Listed entries —
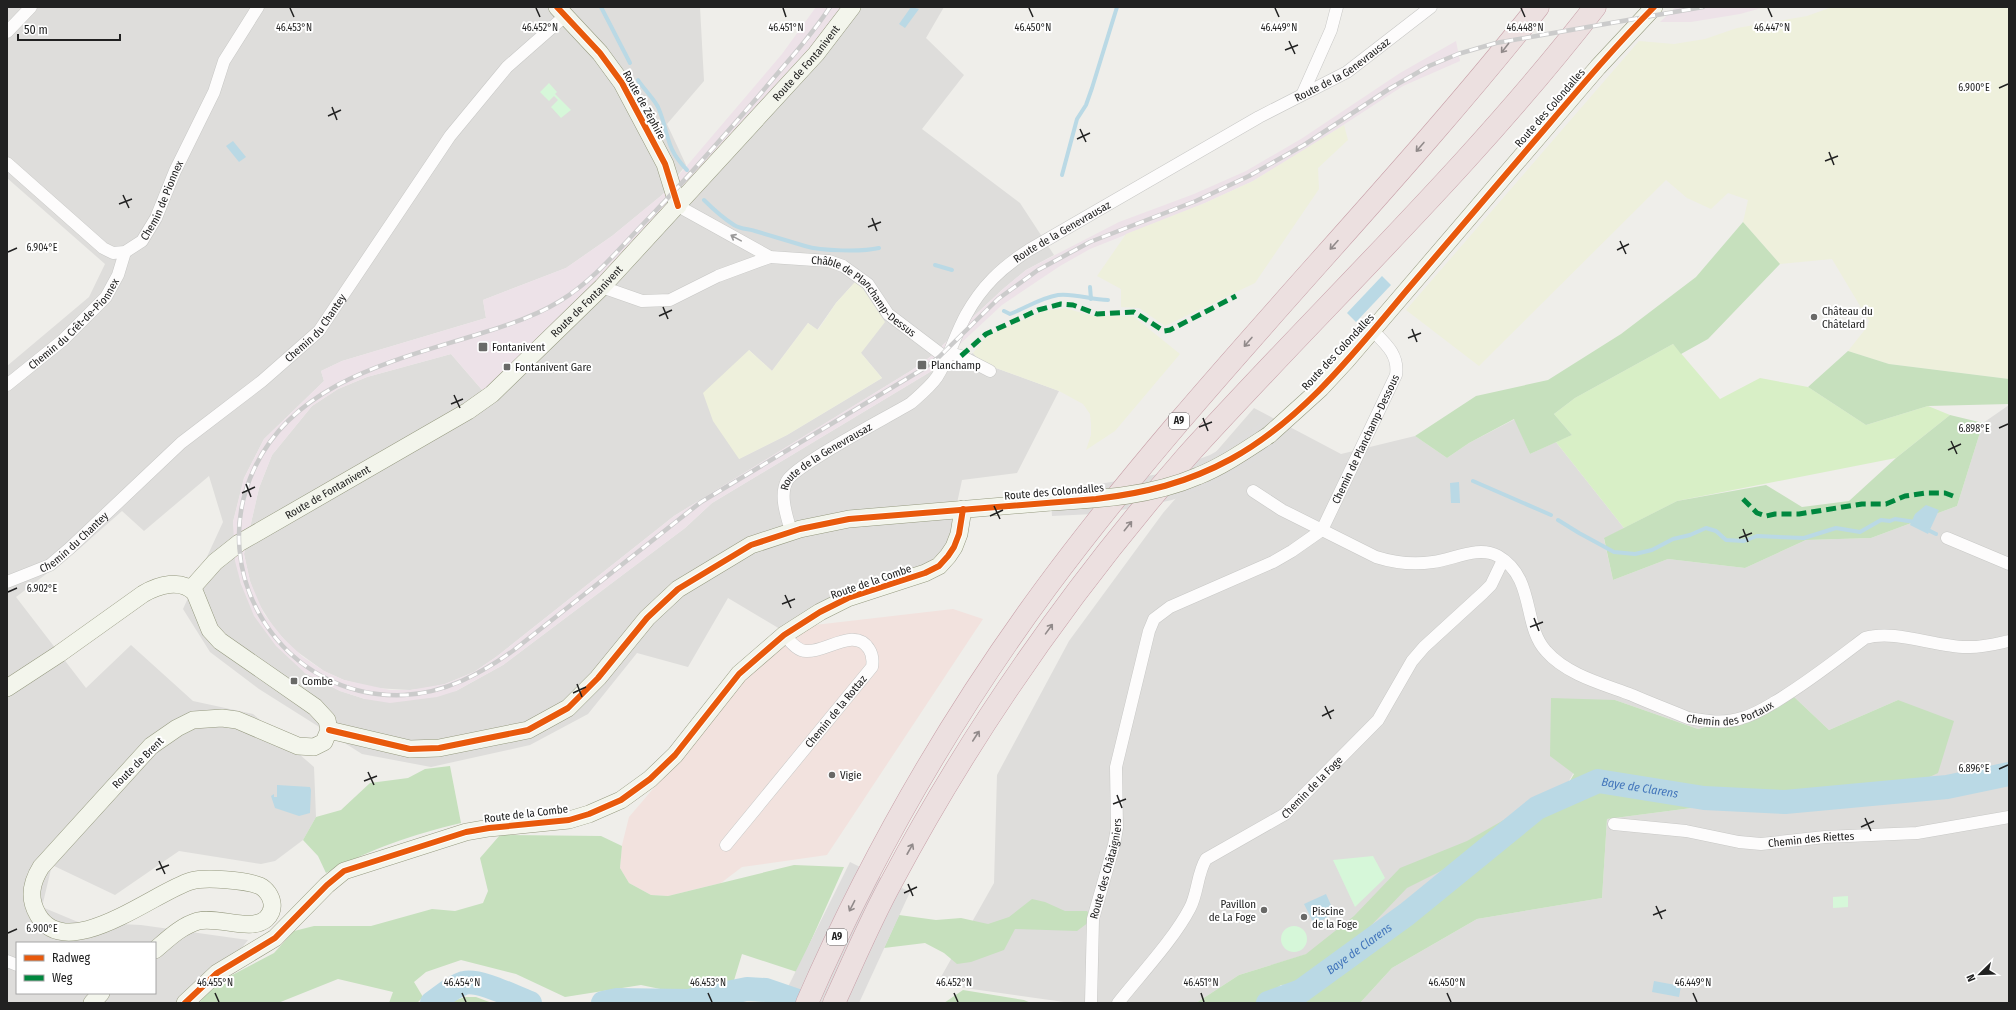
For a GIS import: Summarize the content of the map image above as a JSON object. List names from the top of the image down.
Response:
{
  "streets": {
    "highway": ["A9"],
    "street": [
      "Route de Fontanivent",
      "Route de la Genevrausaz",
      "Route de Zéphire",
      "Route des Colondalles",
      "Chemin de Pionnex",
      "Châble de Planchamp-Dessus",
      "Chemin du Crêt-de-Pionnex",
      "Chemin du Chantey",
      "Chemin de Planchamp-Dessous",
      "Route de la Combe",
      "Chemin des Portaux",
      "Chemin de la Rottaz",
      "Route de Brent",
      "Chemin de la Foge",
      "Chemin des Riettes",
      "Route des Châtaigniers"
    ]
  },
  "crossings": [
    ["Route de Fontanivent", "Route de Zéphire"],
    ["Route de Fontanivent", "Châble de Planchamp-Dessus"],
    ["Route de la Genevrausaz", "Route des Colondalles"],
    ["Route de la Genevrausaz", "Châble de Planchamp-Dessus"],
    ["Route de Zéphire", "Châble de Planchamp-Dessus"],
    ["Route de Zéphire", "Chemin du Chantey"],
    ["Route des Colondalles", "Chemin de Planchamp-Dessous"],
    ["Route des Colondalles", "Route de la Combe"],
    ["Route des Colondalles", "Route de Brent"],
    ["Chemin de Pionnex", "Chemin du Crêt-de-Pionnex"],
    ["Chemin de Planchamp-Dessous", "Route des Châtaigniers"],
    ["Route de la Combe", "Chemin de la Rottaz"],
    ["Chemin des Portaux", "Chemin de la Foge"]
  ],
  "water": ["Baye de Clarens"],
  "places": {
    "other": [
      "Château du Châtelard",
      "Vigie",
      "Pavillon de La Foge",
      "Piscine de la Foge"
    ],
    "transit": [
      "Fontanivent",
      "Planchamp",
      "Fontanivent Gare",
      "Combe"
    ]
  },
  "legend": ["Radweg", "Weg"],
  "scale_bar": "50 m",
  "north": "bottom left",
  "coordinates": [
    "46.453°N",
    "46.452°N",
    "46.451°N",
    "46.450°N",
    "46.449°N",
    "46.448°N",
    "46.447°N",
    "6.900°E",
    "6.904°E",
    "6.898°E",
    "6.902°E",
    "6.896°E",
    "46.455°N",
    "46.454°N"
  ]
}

Task directions —
All of the data above needs to be given again exactly. Leave out each image.

Answer for this exercise —
For a GIS import: Summarize the content of the map image above as a JSON object. List names from the top of the image down.
Response:
{
  "streets": {
    "highway": ["A9"],
    "street": [
      "Route de Fontanivent",
      "Route de la Genevrausaz",
      "Route de Zéphire",
      "Route des Colondalles",
      "Chemin de Pionnex",
      "Châble de Planchamp-Dessus",
      "Chemin du Crêt-de-Pionnex",
      "Chemin du Chantey",
      "Chemin de Planchamp-Dessous",
      "Route de la Combe",
      "Chemin des Portaux",
      "Chemin de la Rottaz",
      "Route de Brent",
      "Chemin de la Foge",
      "Chemin des Riettes",
      "Route des Châtaigniers"
    ]
  },
  "crossings": [
    ["Route de Fontanivent", "Route de Zéphire"],
    ["Route de Fontanivent", "Châble de Planchamp-Dessus"],
    ["Route de la Genevrausaz", "Route des Colondalles"],
    ["Route de la Genevrausaz", "Châble de Planchamp-Dessus"],
    ["Route de Zéphire", "Châble de Planchamp-Dessus"],
    ["Route de Zéphire", "Chemin du Chantey"],
    ["Route des Colondalles", "Chemin de Planchamp-Dessous"],
    ["Route des Colondalles", "Route de la Combe"],
    ["Route des Colondalles", "Route de Brent"],
    ["Chemin de Pionnex", "Chemin du Crêt-de-Pionnex"],
    ["Chemin de Planchamp-Dessous", "Route des Châtaigniers"],
    ["Route de la Combe", "Chemin de la Rottaz"],
    ["Chemin des Portaux", "Chemin de la Foge"]
  ],
  "water": ["Baye de Clarens"],
  "places": {
    "other": [
      "Château du Châtelard",
      "Vigie",
      "Pavillon de La Foge",
      "Piscine de la Foge"
    ],
    "transit": [
      "Fontanivent",
      "Planchamp",
      "Fontanivent Gare",
      "Combe"
    ]
  },
  "legend": ["Radweg", "Weg"],
  "scale_bar": "50 m",
  "north": "bottom left",
  "coordinates": [
    "46.453°N",
    "46.452°N",
    "46.451°N",
    "46.450°N",
    "46.449°N",
    "46.448°N",
    "46.447°N",
    "6.900°E",
    "6.904°E",
    "6.898°E",
    "6.902°E",
    "6.896°E",
    "46.455°N",
    "46.454°N"
  ]
}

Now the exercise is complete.